For example, using the VIX as a familiar metric, let's say it has a current value of 20. That equates to a daily volatility (assuming 252 trading days in a year) of 1.26%

20% / 252^0.5 = 1.26%

Let's say that we want to look at volatility on a 10-minute basis. There are 6.5 hours in a trading day or 39 10-minute periods. A VIX of 20 would equate to a 10-minute implied volatility of 0.202%.

20% / (252 * 39)^0.5 = 0.202%

However, again the opening 10 minutes will be much different than a 10-minute period during the early afternoon. An annualized daily volatility of 20% might equate to annualized intraday volatility of 40%+ for the opening 10 minutes and 10% for the early afternoon. So for a given 10-minute period with 20% annualized volatility, one would need to know the time of day to know whether that represented high volatility or low volatility.
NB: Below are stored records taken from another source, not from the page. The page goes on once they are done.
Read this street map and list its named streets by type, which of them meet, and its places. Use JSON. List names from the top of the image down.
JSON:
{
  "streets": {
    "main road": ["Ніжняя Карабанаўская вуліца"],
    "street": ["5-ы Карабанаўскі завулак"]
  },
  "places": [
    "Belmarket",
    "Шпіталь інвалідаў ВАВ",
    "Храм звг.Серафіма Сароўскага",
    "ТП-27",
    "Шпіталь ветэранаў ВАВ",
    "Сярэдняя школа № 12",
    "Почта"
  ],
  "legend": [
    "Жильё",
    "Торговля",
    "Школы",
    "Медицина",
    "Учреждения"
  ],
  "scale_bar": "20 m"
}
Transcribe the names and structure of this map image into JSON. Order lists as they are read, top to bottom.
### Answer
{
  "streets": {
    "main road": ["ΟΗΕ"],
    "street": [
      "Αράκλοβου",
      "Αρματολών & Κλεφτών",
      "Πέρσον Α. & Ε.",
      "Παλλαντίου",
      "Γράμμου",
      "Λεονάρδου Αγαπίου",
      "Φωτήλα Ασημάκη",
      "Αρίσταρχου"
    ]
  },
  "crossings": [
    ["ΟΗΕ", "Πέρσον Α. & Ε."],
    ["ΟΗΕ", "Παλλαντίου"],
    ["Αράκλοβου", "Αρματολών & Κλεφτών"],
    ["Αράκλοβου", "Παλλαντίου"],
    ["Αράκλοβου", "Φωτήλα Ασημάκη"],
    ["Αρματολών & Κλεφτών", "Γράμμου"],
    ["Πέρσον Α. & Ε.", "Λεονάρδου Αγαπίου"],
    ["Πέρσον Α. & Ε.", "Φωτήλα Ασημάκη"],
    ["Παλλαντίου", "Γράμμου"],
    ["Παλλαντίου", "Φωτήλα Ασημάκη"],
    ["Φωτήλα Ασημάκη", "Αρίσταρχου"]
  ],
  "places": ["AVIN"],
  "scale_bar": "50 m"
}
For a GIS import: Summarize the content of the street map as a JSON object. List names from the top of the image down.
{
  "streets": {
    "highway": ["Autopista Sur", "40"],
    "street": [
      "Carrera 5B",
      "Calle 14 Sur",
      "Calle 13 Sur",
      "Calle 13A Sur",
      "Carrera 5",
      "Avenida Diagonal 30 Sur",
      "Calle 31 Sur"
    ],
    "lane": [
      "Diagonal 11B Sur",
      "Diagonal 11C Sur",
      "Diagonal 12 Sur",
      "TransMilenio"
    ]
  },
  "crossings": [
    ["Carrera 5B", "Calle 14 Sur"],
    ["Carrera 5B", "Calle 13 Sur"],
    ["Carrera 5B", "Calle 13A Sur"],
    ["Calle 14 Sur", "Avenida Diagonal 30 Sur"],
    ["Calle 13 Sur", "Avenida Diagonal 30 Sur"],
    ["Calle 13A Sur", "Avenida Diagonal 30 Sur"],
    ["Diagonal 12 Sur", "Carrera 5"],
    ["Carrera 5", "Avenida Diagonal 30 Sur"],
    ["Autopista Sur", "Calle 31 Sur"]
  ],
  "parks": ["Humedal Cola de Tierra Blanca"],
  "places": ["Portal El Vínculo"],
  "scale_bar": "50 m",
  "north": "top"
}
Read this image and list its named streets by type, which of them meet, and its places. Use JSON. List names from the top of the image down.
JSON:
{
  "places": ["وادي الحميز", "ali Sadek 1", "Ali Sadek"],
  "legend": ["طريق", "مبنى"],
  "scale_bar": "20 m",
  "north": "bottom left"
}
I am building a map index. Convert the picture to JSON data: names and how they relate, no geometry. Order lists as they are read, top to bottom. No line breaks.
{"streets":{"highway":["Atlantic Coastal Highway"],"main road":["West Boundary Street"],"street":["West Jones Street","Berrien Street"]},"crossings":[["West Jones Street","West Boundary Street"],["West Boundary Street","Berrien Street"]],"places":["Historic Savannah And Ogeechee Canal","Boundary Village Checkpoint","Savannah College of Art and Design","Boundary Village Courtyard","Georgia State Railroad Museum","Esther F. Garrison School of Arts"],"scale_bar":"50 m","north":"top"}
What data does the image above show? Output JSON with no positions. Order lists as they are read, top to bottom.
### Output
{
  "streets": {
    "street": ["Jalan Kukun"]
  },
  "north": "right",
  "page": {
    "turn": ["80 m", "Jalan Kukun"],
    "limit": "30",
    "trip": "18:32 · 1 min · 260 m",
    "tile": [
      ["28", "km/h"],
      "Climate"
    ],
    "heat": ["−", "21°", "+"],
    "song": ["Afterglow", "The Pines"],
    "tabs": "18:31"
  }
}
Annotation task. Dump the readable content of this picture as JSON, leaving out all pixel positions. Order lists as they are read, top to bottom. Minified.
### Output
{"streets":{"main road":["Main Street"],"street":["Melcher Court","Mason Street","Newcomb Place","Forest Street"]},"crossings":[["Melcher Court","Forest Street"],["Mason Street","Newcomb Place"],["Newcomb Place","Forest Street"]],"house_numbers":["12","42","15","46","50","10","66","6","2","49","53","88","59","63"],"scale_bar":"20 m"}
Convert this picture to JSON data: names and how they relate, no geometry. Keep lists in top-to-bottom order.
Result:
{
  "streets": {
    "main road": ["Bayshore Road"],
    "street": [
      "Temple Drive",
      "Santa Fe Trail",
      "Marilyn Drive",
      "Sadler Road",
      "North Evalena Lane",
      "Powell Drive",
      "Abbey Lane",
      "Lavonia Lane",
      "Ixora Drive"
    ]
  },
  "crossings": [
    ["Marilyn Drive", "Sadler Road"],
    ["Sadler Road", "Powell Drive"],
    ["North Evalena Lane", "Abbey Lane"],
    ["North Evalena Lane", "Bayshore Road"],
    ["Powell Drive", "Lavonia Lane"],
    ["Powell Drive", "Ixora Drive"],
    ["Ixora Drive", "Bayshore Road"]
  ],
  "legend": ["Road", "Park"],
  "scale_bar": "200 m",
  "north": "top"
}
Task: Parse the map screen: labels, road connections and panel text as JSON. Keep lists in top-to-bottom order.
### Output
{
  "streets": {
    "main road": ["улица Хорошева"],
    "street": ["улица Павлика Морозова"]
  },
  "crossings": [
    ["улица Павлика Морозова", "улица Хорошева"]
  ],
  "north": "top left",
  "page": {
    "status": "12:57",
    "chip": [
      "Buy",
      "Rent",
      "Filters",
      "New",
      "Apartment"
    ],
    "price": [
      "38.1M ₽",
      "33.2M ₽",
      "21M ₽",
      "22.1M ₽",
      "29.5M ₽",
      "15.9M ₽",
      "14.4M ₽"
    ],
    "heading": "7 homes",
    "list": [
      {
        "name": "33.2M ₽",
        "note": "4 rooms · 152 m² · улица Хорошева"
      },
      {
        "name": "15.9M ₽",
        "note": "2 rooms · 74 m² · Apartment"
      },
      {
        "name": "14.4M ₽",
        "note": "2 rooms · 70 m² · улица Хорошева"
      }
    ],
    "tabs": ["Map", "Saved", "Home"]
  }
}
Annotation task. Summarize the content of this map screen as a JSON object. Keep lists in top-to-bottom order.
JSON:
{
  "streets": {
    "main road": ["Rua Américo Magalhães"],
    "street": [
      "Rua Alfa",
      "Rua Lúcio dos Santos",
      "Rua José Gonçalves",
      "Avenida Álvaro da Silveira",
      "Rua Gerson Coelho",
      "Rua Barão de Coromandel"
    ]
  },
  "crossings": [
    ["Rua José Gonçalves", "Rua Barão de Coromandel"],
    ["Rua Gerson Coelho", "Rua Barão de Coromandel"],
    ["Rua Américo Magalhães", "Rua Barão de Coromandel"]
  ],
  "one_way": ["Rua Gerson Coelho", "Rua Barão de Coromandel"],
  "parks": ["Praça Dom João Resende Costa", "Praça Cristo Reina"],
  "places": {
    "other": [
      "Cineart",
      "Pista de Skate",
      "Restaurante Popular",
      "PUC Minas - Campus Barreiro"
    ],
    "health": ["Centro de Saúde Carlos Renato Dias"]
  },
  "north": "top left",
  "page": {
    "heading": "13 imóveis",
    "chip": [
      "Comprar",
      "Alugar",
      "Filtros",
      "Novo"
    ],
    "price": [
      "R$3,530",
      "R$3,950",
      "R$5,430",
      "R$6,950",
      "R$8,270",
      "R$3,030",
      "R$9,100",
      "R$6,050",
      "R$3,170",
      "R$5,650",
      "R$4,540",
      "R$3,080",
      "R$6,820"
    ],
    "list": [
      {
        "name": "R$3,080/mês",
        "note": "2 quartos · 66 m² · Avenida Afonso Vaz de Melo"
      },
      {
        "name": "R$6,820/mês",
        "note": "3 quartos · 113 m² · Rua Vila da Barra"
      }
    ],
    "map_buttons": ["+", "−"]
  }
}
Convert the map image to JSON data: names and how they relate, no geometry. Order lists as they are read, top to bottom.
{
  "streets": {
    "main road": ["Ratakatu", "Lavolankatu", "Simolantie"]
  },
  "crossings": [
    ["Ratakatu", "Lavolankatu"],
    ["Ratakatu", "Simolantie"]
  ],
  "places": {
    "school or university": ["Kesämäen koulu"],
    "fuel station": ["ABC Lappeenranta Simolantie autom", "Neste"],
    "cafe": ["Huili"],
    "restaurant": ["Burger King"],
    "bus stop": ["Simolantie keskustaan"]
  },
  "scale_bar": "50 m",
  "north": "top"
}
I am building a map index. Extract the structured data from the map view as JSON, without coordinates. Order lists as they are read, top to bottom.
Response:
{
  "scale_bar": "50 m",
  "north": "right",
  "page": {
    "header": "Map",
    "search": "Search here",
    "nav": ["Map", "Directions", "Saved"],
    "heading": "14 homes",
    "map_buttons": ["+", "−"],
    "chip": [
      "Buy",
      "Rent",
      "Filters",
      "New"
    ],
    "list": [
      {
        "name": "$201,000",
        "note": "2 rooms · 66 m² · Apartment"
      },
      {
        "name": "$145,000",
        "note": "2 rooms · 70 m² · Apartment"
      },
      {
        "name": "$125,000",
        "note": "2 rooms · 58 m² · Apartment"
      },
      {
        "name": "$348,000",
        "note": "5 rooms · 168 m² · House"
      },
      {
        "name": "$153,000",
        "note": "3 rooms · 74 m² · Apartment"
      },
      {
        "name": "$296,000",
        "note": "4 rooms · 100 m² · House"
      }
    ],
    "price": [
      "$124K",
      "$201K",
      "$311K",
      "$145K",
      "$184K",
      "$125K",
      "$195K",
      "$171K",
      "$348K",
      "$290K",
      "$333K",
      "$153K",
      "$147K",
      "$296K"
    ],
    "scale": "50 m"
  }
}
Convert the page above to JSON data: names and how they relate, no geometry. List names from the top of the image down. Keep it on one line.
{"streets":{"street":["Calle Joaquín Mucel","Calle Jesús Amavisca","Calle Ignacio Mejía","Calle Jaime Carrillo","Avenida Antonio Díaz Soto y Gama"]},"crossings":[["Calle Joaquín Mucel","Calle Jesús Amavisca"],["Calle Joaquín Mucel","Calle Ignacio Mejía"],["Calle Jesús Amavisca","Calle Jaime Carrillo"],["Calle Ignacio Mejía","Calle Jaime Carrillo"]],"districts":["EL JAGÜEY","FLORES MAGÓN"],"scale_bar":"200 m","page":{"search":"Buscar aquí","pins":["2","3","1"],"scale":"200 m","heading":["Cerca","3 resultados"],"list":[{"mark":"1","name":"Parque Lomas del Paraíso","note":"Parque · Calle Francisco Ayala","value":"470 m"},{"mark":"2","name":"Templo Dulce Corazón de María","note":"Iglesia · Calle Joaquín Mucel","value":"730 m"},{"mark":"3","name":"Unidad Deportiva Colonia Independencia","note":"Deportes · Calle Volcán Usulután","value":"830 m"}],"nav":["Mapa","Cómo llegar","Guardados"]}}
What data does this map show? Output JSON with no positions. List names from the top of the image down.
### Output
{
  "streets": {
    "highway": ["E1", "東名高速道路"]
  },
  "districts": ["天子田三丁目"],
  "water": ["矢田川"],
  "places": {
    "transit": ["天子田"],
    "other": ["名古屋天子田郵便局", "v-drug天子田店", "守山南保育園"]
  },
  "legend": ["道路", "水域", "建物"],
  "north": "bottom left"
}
Maybe a simple method would be to calculate averages for each 10-minute period during a date range and find a multiplier for each intraday period relative to daily volatility during the date range, whereby daily volatility could then be estimated by multiplying intraday volatility by the square root of the multiplier. Something like this below where hv_multiplier attempts to capture the (inverse of the) fraction of daily volatility attributable to a given period and would vary based on the time of day.

daily_hv_estimate = intraday_hv * sqrt(hv_multiplier)

However, that's really just a guess, and I'm not sure if it works mathematically. My statistics knowledge is pretty basic - is there a formal way to extrapolate a standard deviation of a heterogenous population given the SD of a more homogeneous subpopulation if the relationship of the subpopulation to the overall population is known?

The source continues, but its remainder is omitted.